1.) What is the probability of making a flush in Poker given you are holding four cards of the same suit ?
(hypergeometric 1 47 1 9) = 9/47 ~ 19.148...%
2.) what is the probability of making a flush in Poker given you are holding three cards of the same suit ?
(hypergeometric 2 47 2 10) = 45/1081 ~ 4.1628... %
Similiar to your problem but not exactly so.
A Sceme program that can be modified to extend the hypergeometric probability distribution. 
(define (factorial-iter-aux product counter max-count)
(if (> counter max-count)
product
(factorial-iter-aux (* counter product)
(+ counter 1)
max-count)))
(define (factorial-iter n)
(factorial-iter-aux 1 1 n))
(define (choose j k)
(/ (factorial-iter j) (* (factorial-iter k) (factorial-iter (- j k)))))
(define (hypergeometric x N n k)
(/ (* (choose k x) (choose (- N k) (- n x))) (choose N n))) 
A: Codefun, I'm honestly not sure if this is a useful idea, but you could try summing over all the possible outcomes you don't care about. 
Say you only want to know "What is the probability that with 10 draws I draw at least 3 blank cards." Well, there are many ways you could do that: $3+B$ blank, $R$ red, and $U$ blue, where $B+R+U = 7$. To figure out the total probability of drawing at least 3 blank cards, not caring about what the others are, we just have to add up the probabilities for each configuration where we happen to draw 3 blank cards. I will use the notation $P(D,B,R,U)$ to denote the probability of drawing $B$ blank cards, $R$ red cards, and $U$ blue cards in $D$ draws.

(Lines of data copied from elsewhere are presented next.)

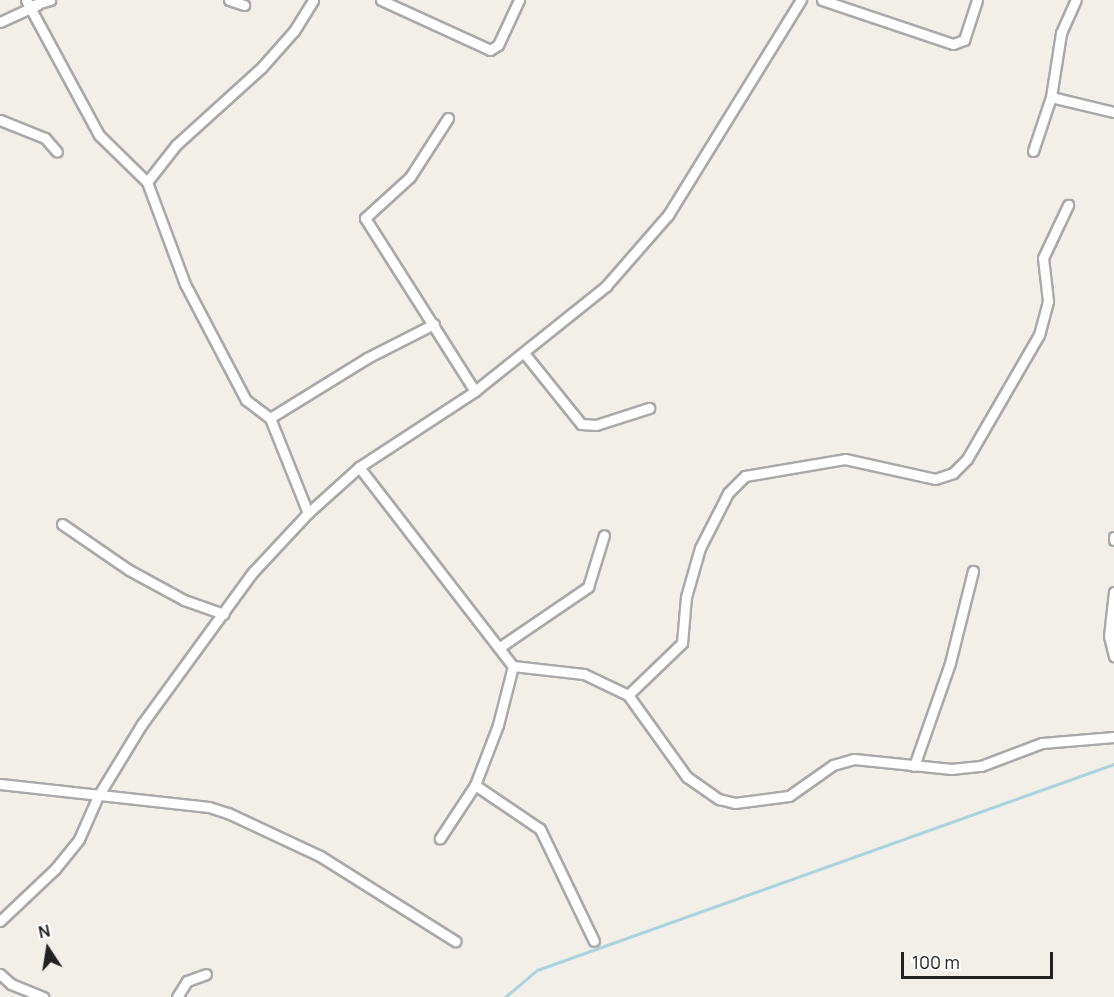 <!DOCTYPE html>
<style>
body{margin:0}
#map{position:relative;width:1114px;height:997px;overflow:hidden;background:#f2efe9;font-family:Manrope,sans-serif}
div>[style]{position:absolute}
.stream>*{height:3px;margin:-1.5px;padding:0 1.5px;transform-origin:1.5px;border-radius:1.5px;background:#aad3df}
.roads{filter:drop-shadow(2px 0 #a9a9a9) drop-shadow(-2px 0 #a9a9a9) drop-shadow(0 2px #a9a9a9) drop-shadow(0 -2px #a9a9a9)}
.street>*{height:9px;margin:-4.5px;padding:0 4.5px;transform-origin:4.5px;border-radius:4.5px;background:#fff}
span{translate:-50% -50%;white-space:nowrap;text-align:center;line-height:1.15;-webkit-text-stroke:4.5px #fff;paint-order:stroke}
.north{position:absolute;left:18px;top:919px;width:60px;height:60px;-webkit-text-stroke:4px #fff;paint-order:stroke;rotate:348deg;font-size:16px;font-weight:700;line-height:24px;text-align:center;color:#222}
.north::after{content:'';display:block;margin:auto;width:21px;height:27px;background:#222;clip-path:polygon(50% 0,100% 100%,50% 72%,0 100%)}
.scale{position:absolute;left:901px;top:952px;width:152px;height:27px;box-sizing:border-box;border:3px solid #222;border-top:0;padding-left:8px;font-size:18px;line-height:21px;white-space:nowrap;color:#222;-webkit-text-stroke:4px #fff;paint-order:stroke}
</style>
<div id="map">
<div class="stream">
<i style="left:505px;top:997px;width:42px;rotate:-40.2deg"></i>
<i style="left:537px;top:970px;width:613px;rotate:-19.65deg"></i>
</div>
<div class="roads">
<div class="street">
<i style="left:26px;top:0;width:153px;rotate:61.6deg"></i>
<i style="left:99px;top:135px;width:67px;rotate:44.4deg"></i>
<i style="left:147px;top:182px;width:109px;rotate:69.6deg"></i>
<i style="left:185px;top:284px;width:131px;rotate:62.3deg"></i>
<i style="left:246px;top:400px;width:30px;rotate:37deg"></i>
<i style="left:270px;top:418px;width:102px;rotate:68.2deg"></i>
<i style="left:229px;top:0;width:16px;rotate:18deg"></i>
<i style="left:381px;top:0;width:120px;rotate:24.6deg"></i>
<i style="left:490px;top:50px;width:9px;rotate:-32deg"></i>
<i style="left:498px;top:45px;width:50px;rotate:-65deg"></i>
<i style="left:822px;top:0;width:138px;rotate:18.6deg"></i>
<i style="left:953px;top:44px;width:12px;rotate:-20deg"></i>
<i style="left:964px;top:40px;width:42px;rotate:-72deg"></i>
<i style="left:33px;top:5px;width:18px;rotate:-16deg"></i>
<i style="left:0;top:22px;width:41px;rotate:-24.7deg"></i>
<i style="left:1051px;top:97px;width:65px;rotate:13.4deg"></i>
<i style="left:448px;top:118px;width:70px;rotate:122.8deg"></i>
<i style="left:410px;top:177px;width:61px;rotate:137.7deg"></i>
<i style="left:365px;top:218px;width:205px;rotate:57.6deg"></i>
<i style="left:0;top:120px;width:48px;rotate:21.8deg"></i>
<i style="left:45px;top:138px;width:18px;rotate:49deg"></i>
<i style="left:1033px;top:151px;width:57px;rotate:-71.6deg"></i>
<i style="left:1051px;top:97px;width:65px;rotate:-81.1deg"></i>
<i style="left:1061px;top:33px;width:36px;rotate:-66deg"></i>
<i style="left:147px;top:182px;width:47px;rotate:-51.9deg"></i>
<i style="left:176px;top:145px;width:116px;rotate:-42.2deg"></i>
<i style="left:262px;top:67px;width:48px;rotate:-48.4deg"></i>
<i style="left:294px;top:31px;width:36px;rotate:-58deg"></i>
<i style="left:524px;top:353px;width:91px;rotate:51.2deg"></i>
<i style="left:581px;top:424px;width:15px;rotate:4deg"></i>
<i style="left:596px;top:425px;width:56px;rotate:-17.8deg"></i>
<i style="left:270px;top:418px;width:114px;rotate:-31.7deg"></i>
<i style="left:367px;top:358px;width:75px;rotate:-26.9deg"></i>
<i style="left:359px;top:467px;width:252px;rotate:52.3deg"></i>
<i style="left:513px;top:666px;width:61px;rotate:104.3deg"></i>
<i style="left:498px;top:725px;width:64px;rotate:111deg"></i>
<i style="left:475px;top:785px;width:64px;rotate:123.4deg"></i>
<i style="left:62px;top:524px;width:81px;rotate:34.5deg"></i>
<i style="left:129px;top:570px;width:63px;rotate:28.6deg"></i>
<i style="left:184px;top:600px;width:42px;rotate:19.3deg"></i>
<i style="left:1114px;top:537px;width:3px;rotate:90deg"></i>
<i style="left:1114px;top:592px;width:44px;rotate:96.5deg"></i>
<i style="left:1109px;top:636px;width:21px;rotate:76deg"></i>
<i style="left:500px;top:647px;width:107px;rotate:-34.3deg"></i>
<i style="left:588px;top:587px;width:54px;rotate:-72.9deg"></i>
<i style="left:513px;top:666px;width:71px;rotate:6.4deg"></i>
<i style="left:584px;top:674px;width:49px;rotate:25.5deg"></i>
<i style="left:628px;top:695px;width:101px;rotate:54.3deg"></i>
<i style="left:687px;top:777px;width:39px;rotate:35deg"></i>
<i style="left:719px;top:799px;width:16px;rotate:14deg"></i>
<i style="left:735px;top:803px;width:54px;rotate:-7.4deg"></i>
<i style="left:789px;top:796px;width:54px;rotate:-35.2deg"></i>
<i style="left:833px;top:765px;width:22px;rotate:-16deg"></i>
<i style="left:854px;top:759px;width:98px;rotate:5.9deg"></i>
<i style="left:951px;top:769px;width:30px;rotate:-6deg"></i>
<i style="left:981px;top:766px;width:65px;rotate:-20.7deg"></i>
<i style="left:1042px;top:743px;width:72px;rotate:-4.8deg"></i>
<i style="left:628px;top:695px;width:75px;rotate:-43.9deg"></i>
<i style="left:682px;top:643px;width:46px;rotate:-85deg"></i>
<i style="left:686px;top:597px;width:51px;rotate:-74.1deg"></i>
<i style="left:700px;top:548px;width:62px;rotate:-63deg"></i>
<i style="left:728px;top:493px;width:24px;rotate:-45deg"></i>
<i style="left:745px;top:476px;width:101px;rotate:-9.6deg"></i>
<i style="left:845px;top:459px;width:92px;rotate:12.5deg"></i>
<i style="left:935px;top:479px;width:19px;rotate:-18deg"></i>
<i style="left:953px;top:473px;width:20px;rotate:-45deg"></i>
<i style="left:967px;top:459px;width:143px;rotate:-59.9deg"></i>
<i style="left:1039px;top:335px;width:35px;rotate:-75deg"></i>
<i style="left:1048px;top:301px;width:43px;rotate:-96.6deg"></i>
<i style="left:1043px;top:258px;width:59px;rotate:-64.7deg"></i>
<i style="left:914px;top:766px;width:109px;rotate:-70.7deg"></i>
<i style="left:950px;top:663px;width:95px;rotate:-76deg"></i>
<i style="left:0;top:784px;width:210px;rotate:6.3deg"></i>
<i style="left:209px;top:807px;width:20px;rotate:18deg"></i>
<i style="left:228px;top:813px;width:102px;rotate:25.1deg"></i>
<i style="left:320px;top:856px;width:160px;rotate:32.2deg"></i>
<i style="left:475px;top:785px;width:78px;rotate:34.1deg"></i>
<i style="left:540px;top:829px;width:124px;rotate:64.3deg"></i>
<i style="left:0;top:921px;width:76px;rotate:-43.4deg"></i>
<i style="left:55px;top:869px;width:38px;rotate:-51deg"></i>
<i style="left:79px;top:839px;width:47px;rotate:-66.2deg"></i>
<i style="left:98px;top:796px;width:84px;rotate:-58.6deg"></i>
<i style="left:142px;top:724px;width:188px;rotate:-53.9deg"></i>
<i style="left:253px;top:572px;width:81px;rotate:-47deg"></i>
<i style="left:308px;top:513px;width:69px;rotate:-42deg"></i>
<i style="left:359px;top:467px;width:139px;rotate:-33.2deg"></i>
<i style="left:475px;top:391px;width:168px;rotate:-38.7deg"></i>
<i style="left:606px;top:286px;width:94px;rotate:-48.9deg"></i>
<i style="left:668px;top:215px;width:253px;rotate:-58.3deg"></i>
<i style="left:0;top:974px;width:15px;rotate:42deg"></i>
<i style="left:11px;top:984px;width:35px;rotate:22deg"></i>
<i style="left:177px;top:997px;width:19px;rotate:-58deg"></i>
<i style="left:187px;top:981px;width:20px;rotate:-20deg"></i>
</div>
</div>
<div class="north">N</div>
<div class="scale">100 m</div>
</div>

I claim that the probability to draw at least $B_1$ blank cards is:
$$\sum_{B=B_1}^{D}\sum_{R=0}^{D-B} P(D,\ B,\ R,\ D-B-R)$$
The nested sum can be difficult to unpack, but just remember what we are doing : summing the probabilities of all configurations that match our condition. Notice also that once we have specified the number of blank cards and the number of red cards, the number of blue cards is fixed (hence why $U = D-B-R$ in my expression).